この如家、予想以上に清潔で必要なものは全て揃っている。WIFIも遅くない。2月の北京は零下の気温ながら、ここは暖かい。お湯の出も問題ない。熱いシャワーを浴び、ベッドに入るとすぐに眠れた。やはり歳だ。

 

昼頃、起き上がる。今度は腹が減る。その辺を散策すると昔を思い出す。実は15年前はここからそう遠くない場所に住んでいた。近くに行ったことのある中国料理屋もあったが、一人で入るには量が多い。そう思って三環路に出ると、昔懐かしい日本食レストランがあった。月山、入ってみると昔と何ら変わらない。恐らくは値段もそれほど変わっていないような気がする。
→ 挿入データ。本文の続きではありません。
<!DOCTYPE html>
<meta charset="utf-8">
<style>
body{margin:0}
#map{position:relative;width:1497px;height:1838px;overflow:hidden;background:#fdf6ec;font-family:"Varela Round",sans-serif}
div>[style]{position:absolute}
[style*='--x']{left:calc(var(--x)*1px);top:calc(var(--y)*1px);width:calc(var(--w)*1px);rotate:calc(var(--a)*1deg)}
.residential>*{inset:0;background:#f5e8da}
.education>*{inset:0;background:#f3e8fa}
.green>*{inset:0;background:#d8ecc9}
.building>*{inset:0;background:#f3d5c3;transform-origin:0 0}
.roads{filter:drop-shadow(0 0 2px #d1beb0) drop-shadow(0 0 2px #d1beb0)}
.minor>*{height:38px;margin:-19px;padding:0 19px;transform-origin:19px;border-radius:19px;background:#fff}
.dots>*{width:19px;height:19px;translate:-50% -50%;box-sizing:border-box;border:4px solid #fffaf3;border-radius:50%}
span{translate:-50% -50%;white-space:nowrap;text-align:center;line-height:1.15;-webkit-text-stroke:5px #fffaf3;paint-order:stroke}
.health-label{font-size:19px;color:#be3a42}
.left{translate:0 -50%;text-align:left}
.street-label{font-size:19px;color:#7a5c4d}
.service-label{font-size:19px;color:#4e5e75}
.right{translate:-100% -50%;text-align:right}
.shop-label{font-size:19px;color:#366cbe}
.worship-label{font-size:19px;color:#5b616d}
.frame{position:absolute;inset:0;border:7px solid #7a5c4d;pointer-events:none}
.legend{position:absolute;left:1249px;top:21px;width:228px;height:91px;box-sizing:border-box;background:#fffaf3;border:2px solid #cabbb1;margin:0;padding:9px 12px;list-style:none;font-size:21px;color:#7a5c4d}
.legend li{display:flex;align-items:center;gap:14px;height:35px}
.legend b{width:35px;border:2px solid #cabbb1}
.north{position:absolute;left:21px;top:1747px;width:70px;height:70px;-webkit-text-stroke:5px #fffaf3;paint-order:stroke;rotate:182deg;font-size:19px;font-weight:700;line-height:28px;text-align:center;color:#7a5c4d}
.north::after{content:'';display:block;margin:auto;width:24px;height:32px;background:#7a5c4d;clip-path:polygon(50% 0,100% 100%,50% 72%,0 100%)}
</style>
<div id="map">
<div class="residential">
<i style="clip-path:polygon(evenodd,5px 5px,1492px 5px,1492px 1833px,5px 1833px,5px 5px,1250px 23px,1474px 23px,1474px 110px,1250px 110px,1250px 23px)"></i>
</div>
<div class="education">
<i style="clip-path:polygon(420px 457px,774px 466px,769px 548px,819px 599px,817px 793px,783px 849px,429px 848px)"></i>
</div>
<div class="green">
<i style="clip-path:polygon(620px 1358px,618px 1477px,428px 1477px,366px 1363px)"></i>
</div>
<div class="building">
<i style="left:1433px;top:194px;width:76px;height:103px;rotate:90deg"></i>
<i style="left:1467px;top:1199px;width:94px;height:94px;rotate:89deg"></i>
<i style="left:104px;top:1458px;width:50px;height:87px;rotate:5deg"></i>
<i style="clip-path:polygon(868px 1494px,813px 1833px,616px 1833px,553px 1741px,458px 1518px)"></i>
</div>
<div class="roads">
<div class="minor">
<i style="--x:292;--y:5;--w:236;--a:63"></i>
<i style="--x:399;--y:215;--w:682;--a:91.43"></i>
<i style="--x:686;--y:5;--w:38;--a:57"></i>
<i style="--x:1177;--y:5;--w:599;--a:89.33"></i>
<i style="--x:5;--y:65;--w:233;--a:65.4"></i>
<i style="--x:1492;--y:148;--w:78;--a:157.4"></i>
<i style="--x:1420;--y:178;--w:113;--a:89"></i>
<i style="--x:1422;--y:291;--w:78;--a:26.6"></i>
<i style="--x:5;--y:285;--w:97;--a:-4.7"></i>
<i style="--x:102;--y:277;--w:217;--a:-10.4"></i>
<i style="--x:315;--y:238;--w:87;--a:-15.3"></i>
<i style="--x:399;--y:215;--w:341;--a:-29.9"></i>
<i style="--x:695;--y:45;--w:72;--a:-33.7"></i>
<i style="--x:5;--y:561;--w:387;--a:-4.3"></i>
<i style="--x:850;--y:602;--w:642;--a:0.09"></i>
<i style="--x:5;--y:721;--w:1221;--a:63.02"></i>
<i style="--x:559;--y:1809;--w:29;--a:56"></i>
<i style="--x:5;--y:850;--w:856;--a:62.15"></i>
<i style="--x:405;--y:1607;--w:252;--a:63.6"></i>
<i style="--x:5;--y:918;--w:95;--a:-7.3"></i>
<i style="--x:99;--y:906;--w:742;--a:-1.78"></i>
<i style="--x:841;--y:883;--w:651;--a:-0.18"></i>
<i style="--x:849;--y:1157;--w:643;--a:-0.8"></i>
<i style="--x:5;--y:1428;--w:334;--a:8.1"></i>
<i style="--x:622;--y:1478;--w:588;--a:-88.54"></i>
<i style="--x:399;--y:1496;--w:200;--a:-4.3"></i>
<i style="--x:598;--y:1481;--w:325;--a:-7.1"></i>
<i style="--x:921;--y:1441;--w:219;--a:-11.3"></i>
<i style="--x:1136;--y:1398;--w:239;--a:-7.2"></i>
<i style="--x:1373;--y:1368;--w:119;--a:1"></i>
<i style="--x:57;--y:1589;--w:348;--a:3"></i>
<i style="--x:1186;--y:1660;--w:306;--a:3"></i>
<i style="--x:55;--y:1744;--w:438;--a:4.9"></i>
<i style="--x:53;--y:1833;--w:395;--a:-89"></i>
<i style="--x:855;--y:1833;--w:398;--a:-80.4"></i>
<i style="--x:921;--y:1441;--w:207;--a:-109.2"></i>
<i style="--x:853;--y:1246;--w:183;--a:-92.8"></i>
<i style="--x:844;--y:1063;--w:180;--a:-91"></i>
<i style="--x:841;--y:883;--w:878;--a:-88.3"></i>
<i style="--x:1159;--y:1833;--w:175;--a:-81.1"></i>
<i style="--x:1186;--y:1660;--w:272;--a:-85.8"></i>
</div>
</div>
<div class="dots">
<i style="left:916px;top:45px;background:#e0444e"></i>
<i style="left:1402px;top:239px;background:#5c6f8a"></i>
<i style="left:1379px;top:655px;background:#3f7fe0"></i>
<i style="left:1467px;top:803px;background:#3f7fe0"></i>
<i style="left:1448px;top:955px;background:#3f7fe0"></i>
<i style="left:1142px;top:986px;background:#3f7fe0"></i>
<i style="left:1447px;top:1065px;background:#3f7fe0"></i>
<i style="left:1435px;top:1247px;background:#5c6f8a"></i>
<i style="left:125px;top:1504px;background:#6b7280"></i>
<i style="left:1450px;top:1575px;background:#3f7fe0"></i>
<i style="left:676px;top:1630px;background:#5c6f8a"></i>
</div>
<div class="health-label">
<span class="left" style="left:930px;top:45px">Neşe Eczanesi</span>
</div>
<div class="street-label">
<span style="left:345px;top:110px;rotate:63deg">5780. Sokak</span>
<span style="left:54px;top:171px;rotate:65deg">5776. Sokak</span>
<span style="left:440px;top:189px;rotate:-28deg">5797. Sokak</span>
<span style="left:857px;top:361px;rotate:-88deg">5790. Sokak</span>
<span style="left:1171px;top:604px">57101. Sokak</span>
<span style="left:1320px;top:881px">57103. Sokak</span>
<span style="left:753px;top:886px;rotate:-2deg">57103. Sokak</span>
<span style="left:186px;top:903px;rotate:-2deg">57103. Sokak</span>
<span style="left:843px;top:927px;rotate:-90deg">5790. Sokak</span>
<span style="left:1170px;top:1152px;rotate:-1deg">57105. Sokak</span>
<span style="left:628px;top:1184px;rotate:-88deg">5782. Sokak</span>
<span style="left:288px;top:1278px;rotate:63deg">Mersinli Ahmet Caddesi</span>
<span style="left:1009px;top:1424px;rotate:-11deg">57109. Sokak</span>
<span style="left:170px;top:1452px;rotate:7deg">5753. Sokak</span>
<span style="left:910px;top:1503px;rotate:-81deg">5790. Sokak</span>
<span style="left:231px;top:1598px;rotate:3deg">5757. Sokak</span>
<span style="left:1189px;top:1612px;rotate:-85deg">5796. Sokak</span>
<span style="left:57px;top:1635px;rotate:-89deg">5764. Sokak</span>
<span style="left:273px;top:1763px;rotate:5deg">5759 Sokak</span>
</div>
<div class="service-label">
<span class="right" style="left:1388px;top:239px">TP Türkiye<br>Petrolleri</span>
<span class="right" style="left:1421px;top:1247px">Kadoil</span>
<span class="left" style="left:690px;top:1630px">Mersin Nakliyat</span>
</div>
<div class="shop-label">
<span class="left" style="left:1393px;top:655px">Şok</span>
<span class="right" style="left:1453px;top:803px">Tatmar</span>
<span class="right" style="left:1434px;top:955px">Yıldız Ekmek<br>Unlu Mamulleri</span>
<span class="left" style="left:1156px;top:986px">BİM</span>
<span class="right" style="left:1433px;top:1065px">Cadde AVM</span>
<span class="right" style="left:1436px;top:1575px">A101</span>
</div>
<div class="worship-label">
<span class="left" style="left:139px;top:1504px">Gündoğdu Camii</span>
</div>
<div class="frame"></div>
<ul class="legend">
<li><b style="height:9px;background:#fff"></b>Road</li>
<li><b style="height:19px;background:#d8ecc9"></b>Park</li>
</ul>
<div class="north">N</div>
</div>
定食38元。

 

店の雰囲気も働いている人の雰囲気も変わらない。北京はここ数年で大きく変わったと思うので、まるで時間が止まったかのようだ。以前は日本人経営だったと思うが、今はどうなんだろうか?

 

張さん

それからバスに乗り、茶葉市場へ。久しぶりに張さんの店へ行く。馬甸橋にある福麗特中国茶城、ここには2007年から通っている。張さんとは紹介されて知り合い、北京時代の我が家のお茶会には殆ど来て頂き、お茶を入れて貰った。その頃出産もあったが、赤ちゃんを連れて、大きく荷物を持って参加してくれたこと、有難かった。

 

この茶城、他と違うのはお茶専門ではない。1階には骨董家具屋があり、そして熱帯魚屋もある。何故この2つが並んでいるのかは分からないが、実はこの2つにはお互い関連性がある。2007年頃から北京の不動産市場は高騰し、家を買う人も増えていた。家を買えば家具を買う。お金持ちは骨董家具を買うケースもある。もう一つ買うもの、それは水槽と熱帯魚。これは主に風水などの影響があるが、熱帯魚がドアの向こうにある家、それは彼らの憧れだったかもしれない。とにかく北京の住宅事情を見る上で、この市場は実に参考になった。

 

張さんの店は毎回行く度に、配置が換わっている。店名が変わっていることもある。それでもこの場所は変わらない。それはそれで凄い。この店に来るといつもダラダラしている。それが茶荘というものだと私は思っている。緊張して、いいお茶を探しまくって、そんなことでよいのだろうか?

 

以前買った福建の紅茶が美味しかったが、もう無かった。冬なので緑茶も買いたくなかった。この店は鉄観音が売りなのだが、私は香港の茶縁坊以外では鉄観音も買わない。そんなことでダラダラしてしまう訳だ。冬場の暇な時期、張さんもいくらで付き合ってくれる。私が駐在していた頃に居た日本人は殆ど帰ってしまった、最近日本人の奥さんと子供は北京に住まなくなっている、など世間話が続く。